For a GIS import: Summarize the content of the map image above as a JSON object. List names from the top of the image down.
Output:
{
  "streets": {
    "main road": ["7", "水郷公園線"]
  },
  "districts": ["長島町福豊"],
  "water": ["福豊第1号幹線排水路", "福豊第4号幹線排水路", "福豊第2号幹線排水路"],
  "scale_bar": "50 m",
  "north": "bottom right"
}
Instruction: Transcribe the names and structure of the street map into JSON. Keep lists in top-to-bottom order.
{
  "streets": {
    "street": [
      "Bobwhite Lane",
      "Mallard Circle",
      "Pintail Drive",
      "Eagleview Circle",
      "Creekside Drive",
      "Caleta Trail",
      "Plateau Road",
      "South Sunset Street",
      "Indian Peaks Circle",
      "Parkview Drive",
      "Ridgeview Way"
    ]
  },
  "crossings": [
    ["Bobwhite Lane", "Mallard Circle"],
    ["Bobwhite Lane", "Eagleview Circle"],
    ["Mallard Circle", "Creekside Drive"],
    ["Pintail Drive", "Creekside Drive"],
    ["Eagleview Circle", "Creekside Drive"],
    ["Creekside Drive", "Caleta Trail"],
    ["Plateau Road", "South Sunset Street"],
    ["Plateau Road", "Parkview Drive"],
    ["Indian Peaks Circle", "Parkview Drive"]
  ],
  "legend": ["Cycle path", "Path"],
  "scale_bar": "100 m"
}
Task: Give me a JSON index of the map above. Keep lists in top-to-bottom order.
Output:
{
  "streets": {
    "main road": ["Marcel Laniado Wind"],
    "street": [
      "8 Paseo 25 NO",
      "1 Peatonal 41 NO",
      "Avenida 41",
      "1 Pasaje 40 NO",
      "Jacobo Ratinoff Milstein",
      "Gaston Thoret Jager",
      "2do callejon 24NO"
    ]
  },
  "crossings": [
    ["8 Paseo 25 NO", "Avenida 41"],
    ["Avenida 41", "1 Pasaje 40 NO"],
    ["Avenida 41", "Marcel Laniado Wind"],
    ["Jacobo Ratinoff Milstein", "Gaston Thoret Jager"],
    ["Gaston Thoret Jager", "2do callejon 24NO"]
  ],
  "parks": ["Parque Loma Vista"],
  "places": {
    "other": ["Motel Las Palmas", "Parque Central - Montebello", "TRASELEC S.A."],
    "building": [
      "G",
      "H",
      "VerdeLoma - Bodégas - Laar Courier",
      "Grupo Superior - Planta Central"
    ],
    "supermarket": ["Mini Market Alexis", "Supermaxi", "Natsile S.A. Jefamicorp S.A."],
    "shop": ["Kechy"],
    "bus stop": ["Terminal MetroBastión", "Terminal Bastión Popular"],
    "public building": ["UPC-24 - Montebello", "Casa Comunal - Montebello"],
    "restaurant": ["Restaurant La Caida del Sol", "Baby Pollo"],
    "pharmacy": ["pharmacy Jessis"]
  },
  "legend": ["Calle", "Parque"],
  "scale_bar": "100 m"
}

☆ ☆ ☆ ☆ ☆ ☆ ☆

Could you reproduce the data above exactly as given?

For a GIS import: Summarize the content of the map image above as a JSON object. List names from the top of the image down.
Output:
{
  "streets": {
    "main road": ["7", "水郷公園線"]
  },
  "districts": ["長島町福豊"],
  "water": ["福豊第1号幹線排水路", "福豊第4号幹線排水路", "福豊第2号幹線排水路"],
  "scale_bar": "50 m",
  "north": "bottom right"
}
Instruction: Transcribe the names and structure of the street map into JSON. Keep lists in top-to-bottom order.
{
  "streets": {
    "street": [
      "Bobwhite Lane",
      "Mallard Circle",
      "Pintail Drive",
      "Eagleview Circle",
      "Creekside Drive",
      "Caleta Trail",
      "Plateau Road",
      "South Sunset Street",
      "Indian Peaks Circle",
      "Parkview Drive",
      "Ridgeview Way"
    ]
  },
  "crossings": [
    ["Bobwhite Lane", "Mallard Circle"],
    ["Bobwhite Lane", "Eagleview Circle"],
    ["Mallard Circle", "Creekside Drive"],
    ["Pintail Drive", "Creekside Drive"],
    ["Eagleview Circle", "Creekside Drive"],
    ["Creekside Drive", "Caleta Trail"],
    ["Plateau Road", "South Sunset Street"],
    ["Plateau Road", "Parkview Drive"],
    ["Indian Peaks Circle", "Parkview Drive"]
  ],
  "legend": ["Cycle path", "Path"],
  "scale_bar": "100 m"
}
Task: Give me a JSON index of the map above. Keep lists in top-to-bottom order.
Output:
{
  "streets": {
    "main road": ["Marcel Laniado Wind"],
    "street": [
      "8 Paseo 25 NO",
      "1 Peatonal 41 NO",
      "Avenida 41",
      "1 Pasaje 40 NO",
      "Jacobo Ratinoff Milstein",
      "Gaston Thoret Jager",
      "2do callejon 24NO"
    ]
  },
  "crossings": [
    ["8 Paseo 25 NO", "Avenida 41"],
    ["Avenida 41", "1 Pasaje 40 NO"],
    ["Avenida 41", "Marcel Laniado Wind"],
    ["Jacobo Ratinoff Milstein", "Gaston Thoret Jager"],
    ["Gaston Thoret Jager", "2do callejon 24NO"]
  ],
  "parks": ["Parque Loma Vista"],
  "places": {
    "other": ["Motel Las Palmas", "Parque Central - Montebello", "TRASELEC S.A."],
    "building": [
      "G",
      "H",
      "VerdeLoma - Bodégas - Laar Courier",
      "Grupo Superior - Planta Central"
    ],
    "supermarket": ["Mini Market Alexis", "Supermaxi", "Natsile S.A. Jefamicorp S.A."],
    "shop": ["Kechy"],
    "bus stop": ["Terminal MetroBastión", "Terminal Bastión Popular"],
    "public building": ["UPC-24 - Montebello", "Casa Comunal - Montebello"],
    "restaurant": ["Restaurant La Caida del Sol", "Baby Pollo"],
    "pharmacy": ["pharmacy Jessis"]
  },
  "legend": ["Calle", "Parque"],
  "scale_bar": "100 m"
}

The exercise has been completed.